Bitwise operations on unboxed array are slow when one output byte depends on two or three input bytes
Summary
This code does four operations on an unboxed array of bytes:
- Partition it into three equal parts (with 0-2 bytes left over) and mix them
- Look up every byte in an s-box, which is another unboxed array
- Rotate the block by its population count
- Add the round constant to each byte. Steps 1 and 3 take 41.2% and 38.8% of the time, as of 2023-09-01. The other two steps combined take only 16.5% of the time. (The profile on that date was of a decryption, so the steps were in reverse order; they are numbered here for an encryption.) The Haskell program takes 6 to 7 times as long as the Rust program.
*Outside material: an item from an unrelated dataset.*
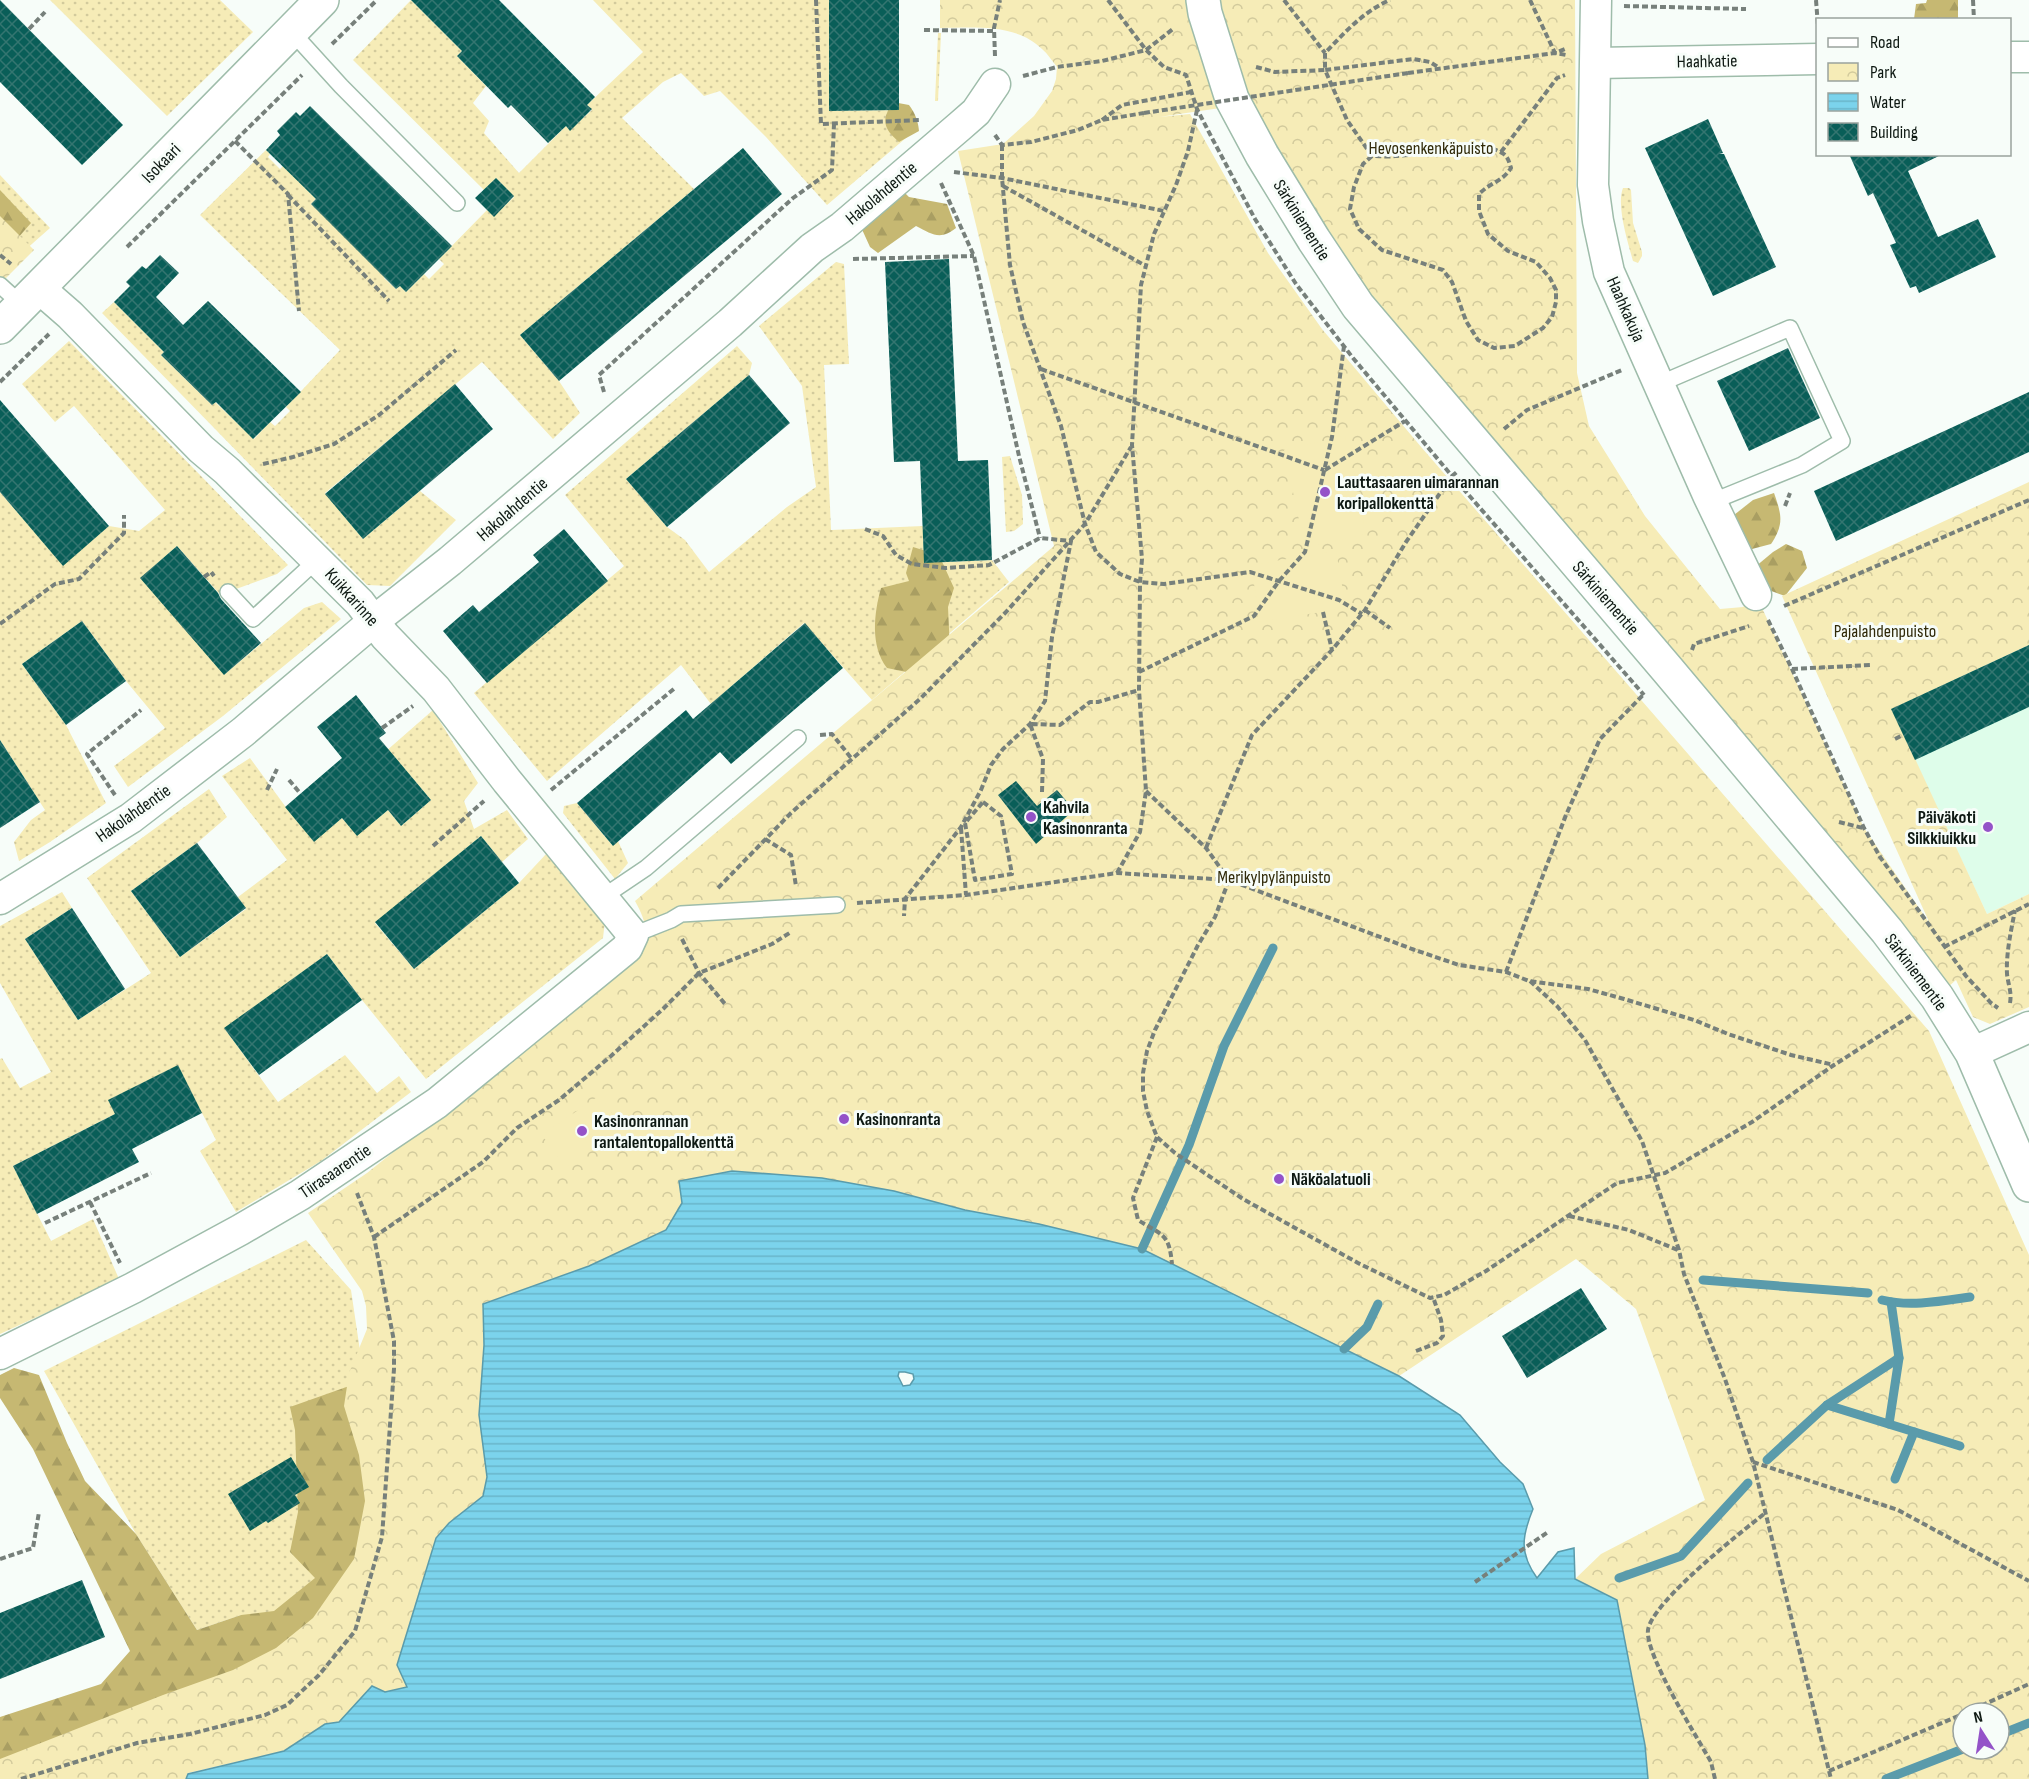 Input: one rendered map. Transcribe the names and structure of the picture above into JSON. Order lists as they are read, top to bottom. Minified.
{"streets":{"street":["Haahkatie","Isokaari","Hakolahdentie","Särkiniementie","Haahkakuja","Kuikkarinne","Tiirasaarentie"]},"crossings":[["Haahkatie","Haahkakuja"],["Isokaari","Kuikkarinne"],["Hakolahdentie","Kuikkarinne"],["Kuikkarinne","Tiirasaarentie"]],"parks":["Hevosenkenkäpuisto","Pajalahdenpuisto","Merikylpylänpuisto"],"places":["Lauttasaaren uimarannan koripallokenttä","Kahvila Kasinonranta","Päiväkoti Silkkiuikku","Kasinonranta","Kasinonrannan rantalentopallokenttä","Näköalatuoli"],"legend":["Road","Park","Water","Building"],"north":"top"} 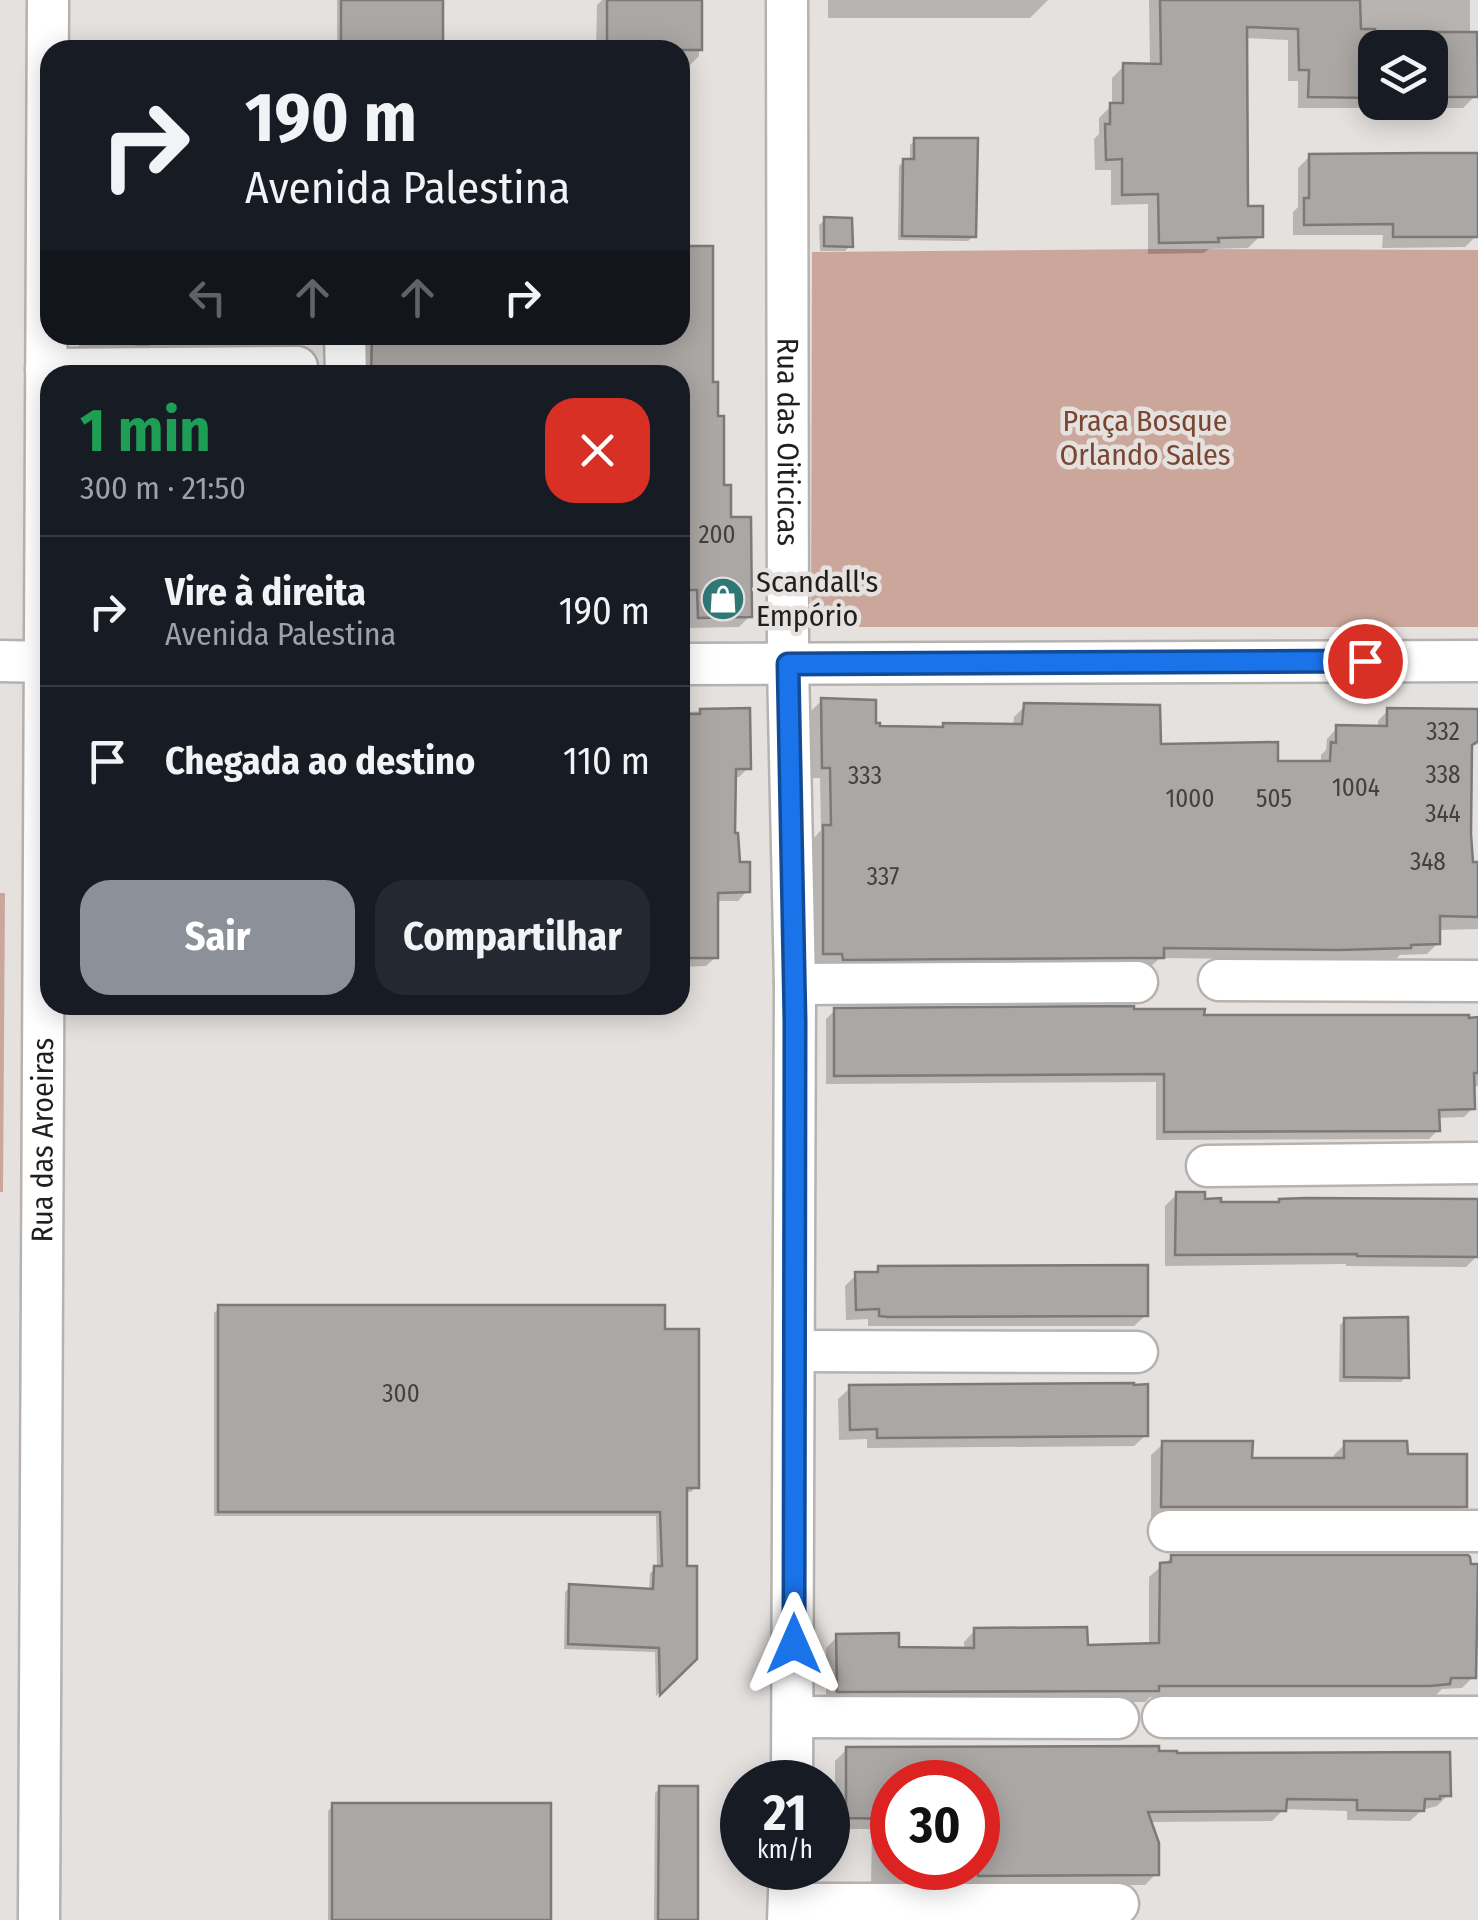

Geekosaur or int-e told me on IRC after reading Core that it's boxing and unboxing too much.
If you look back to 2023-08-25 in the Git log, you'll see that I precomputed the array of round constants because xorn
, which does bitwise operations on the bytes of a single number, was taking too long.
Steps to reproduce
Wring.cabal Wring.hs is the boiled-down code of WringTwistree, which includes also a Rust version.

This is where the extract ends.